Tue Jul 26 01:42:17 MSD 2011

I've been attempting to experiment with this part of Freeswitch, but it seems that this is an area that hasn't yet received a lot of attention with regard to docs and samples. Perhaps a some of you that are experienced in this area wouldn't mind clearing up some of my confusion?

First, I have FS working fine (outside of ASR). Pocketsphinx is built and loaded. As for me, I have some experience with VXML, and generally know how a grammar works, but the last phone ASR projects that I was involved with were several years back on Tellme Studio.

First, as to grammars, I'm not sure, but it seems as though FS has used different formats at different times. The mod_pocketsphinx page says that JSGF is the current format. Can the JSGF grammar files be loaded without being compiled to another format? I ask that, as some of the examples, such as the LUA Directory example, talk about compiling grammars, and the format shown there doesn't appear exactly the same as what I see from the JSGF examples. Is the info about compiling grammars obsolete?

Next, I'm not clear about the use of the detect_speech command. The wiki page lists some example forms of the command, but doesn't explain the purpose of the different forms, nor their arguments.

Here are some examples:

detect_speech <mod_name> <gram_name> <gram_path> [<addr>]

>From the examples, I see that "pocket sphinx" can be used for the module. I think that gram_path is the path to the grammar file, without the ".gram" suffix, and uses the grammar folder as a base. However, what is addr? An address? To, or for, what?

detect_speech grammaron <gram_name>

I think that

detect_speech grammaron <gram_name>

Might be used when a large .gram file has been loaded, and the code needs to enable a grammar for a specific context. However, I don't see a command for just loading a .gram file without also specifying a grammar name. If I use this grammaron command, will it search all files in the grammar folder for grammars that match the name, or is this just for enabling a grammar that I've already loaded through other means?

Maybe grammaron is used to activate a grammar that was disabled with

detect_speech grammaroff <gram_name>

But, if so, then what is the purpose of

detect_speech nogrammar <gram_name>

Does that also disable a grammar?
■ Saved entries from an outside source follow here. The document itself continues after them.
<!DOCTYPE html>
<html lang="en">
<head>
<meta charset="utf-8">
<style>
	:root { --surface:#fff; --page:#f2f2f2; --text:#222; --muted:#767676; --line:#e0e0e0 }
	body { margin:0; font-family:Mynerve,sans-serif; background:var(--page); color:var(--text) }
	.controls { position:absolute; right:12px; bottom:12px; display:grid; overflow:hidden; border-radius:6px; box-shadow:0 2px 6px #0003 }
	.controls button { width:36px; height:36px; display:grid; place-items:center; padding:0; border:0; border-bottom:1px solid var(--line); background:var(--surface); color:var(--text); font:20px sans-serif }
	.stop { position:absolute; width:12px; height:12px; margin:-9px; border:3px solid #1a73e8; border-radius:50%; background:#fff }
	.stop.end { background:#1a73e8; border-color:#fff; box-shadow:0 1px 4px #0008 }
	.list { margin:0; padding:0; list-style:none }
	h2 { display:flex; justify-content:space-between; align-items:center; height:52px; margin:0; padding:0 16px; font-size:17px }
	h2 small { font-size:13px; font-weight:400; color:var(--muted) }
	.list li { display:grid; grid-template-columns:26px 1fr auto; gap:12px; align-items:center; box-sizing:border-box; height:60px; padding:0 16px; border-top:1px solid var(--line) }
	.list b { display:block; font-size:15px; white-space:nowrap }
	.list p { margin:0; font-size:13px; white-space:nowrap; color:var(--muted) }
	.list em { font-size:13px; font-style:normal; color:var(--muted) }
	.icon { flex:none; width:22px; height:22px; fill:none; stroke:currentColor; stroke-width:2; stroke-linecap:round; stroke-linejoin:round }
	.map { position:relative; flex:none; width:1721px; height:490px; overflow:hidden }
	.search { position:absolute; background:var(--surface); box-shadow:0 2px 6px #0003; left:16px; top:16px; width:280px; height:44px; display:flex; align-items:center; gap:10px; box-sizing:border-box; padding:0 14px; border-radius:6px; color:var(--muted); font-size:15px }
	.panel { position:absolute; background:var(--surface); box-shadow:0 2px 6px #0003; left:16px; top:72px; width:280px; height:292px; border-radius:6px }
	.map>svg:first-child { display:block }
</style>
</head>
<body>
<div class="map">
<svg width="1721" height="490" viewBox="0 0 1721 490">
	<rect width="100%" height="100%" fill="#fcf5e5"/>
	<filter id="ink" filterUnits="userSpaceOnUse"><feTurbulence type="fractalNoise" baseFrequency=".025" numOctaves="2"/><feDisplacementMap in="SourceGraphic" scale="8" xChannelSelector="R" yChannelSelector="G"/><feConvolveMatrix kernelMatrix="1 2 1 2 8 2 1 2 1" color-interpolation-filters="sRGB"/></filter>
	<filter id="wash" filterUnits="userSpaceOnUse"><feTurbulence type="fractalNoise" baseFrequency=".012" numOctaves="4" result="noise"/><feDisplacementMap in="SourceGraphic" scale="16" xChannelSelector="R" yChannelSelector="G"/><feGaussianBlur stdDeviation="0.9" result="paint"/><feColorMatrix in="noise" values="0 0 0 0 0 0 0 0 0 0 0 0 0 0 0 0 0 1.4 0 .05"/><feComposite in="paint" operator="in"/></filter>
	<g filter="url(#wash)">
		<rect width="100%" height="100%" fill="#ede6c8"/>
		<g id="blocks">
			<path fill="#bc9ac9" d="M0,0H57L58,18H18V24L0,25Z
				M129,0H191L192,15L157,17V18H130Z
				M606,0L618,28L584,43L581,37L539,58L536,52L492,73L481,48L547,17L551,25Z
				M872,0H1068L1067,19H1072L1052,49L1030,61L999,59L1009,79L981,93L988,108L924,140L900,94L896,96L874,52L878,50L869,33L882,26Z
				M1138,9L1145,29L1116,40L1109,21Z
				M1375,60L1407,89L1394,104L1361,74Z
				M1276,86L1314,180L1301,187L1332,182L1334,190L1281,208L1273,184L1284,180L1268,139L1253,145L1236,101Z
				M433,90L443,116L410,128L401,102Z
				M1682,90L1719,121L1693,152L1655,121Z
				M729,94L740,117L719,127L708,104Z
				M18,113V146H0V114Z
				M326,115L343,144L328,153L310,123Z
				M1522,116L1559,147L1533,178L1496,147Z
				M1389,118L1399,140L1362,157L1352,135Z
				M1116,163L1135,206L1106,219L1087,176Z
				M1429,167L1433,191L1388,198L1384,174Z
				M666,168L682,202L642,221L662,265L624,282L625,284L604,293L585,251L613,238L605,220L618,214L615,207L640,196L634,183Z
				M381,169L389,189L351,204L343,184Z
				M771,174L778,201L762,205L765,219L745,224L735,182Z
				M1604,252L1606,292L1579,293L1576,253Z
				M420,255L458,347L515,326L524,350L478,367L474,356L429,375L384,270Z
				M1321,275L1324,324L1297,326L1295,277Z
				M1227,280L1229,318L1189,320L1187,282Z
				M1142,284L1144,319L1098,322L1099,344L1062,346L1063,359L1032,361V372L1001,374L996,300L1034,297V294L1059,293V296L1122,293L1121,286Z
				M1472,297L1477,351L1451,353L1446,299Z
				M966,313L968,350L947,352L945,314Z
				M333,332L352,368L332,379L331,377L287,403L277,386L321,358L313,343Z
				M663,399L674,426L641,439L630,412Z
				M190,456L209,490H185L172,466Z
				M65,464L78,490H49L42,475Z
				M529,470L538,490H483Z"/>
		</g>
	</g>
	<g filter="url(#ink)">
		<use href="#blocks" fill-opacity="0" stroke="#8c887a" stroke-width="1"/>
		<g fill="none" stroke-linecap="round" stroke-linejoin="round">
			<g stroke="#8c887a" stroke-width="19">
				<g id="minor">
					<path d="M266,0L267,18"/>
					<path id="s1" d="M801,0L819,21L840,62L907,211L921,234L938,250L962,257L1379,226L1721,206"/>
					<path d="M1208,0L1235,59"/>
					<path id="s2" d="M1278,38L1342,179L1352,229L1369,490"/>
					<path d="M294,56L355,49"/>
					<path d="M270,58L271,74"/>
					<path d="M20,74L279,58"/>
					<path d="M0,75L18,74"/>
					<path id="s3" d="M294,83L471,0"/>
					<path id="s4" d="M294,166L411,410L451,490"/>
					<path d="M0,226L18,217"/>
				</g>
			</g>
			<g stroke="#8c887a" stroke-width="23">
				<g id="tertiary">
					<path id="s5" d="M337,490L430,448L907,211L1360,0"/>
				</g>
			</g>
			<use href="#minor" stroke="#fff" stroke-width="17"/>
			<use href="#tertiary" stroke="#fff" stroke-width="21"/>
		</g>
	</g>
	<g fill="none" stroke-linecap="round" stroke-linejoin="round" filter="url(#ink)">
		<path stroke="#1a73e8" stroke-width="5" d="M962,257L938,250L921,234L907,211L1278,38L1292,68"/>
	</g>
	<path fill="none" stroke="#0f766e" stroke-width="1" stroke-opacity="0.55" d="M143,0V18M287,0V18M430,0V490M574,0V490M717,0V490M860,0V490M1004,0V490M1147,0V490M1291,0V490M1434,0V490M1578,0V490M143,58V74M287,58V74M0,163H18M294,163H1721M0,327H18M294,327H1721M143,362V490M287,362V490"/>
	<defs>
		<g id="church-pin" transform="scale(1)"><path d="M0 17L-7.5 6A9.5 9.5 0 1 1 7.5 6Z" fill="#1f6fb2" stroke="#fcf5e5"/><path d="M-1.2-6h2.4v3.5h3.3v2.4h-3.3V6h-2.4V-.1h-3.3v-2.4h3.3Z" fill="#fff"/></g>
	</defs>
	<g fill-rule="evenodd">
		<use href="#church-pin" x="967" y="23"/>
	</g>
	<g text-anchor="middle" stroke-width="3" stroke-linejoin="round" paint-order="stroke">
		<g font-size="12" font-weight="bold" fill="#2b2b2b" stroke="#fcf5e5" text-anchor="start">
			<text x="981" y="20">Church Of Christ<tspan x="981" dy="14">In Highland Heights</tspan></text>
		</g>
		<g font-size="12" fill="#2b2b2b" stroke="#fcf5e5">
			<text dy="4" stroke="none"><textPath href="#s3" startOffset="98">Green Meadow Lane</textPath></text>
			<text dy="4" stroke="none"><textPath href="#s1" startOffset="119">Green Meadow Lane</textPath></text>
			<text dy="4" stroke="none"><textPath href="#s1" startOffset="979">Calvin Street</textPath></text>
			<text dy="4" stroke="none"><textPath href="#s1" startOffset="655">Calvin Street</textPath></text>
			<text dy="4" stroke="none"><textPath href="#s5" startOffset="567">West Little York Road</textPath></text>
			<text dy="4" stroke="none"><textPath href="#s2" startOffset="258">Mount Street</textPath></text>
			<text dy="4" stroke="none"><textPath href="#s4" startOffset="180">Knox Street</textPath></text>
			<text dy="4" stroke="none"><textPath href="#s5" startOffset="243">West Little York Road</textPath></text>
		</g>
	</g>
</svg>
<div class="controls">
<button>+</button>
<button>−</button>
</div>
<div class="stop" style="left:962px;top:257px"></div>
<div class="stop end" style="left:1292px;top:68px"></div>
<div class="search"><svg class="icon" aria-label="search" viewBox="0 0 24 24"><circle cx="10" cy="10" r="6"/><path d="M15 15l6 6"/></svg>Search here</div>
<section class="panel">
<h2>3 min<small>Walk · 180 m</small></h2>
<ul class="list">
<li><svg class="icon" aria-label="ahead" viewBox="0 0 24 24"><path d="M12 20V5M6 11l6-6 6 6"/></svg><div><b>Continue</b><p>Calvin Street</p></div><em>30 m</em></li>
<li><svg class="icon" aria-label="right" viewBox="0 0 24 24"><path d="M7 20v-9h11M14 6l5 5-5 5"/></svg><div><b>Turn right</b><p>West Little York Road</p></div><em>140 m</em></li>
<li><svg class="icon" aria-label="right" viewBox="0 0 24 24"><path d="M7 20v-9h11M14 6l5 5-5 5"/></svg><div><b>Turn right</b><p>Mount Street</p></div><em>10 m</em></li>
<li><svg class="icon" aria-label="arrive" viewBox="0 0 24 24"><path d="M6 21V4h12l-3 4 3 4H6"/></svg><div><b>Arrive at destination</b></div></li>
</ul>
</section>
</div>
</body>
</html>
Maybe it deletes the grammar from memory, also?

For:

detect_speech param <name> <value>

What are the possible parameter names and acceptable values?

detect_speech start_input_timers

What are the purposes of the start_input_timers? Does this cause ASR to time out if no input is recognized? Does it cause ASR to pause for a time before beginning to recognize speech?

I've tried to write up a simple grammar with only a few terms, and have a LUA IVR script attempt to detect speech using this grammar. My input callback is never called with any sort of speech event when I speak, though, and I don't receive any FS console errors. I must be making some incorrect assumptions about how the commands are used, or how the grammar is formatted.

Perhaps my tests aren't working because there is a problem with Pocketsphinx. I can't try the Pizza demo to verify that Pocketsphinx is working correctly, as I'm unable to download its grammar while bkw.org is offline, and no other sources for the grammar come up on a Google search.

Finally, I'd like to know if there are any compelling reasons to use one scripting language over another for speech-driven IVRs. I have experience with Lua, Javascript, and PHP, so could use any of them. The Freeswitch book uses Lua a lot, so that's what I've been trying so far. Perhaps I'd be better served with Javascript?

Thanks for any pointers!

Bryan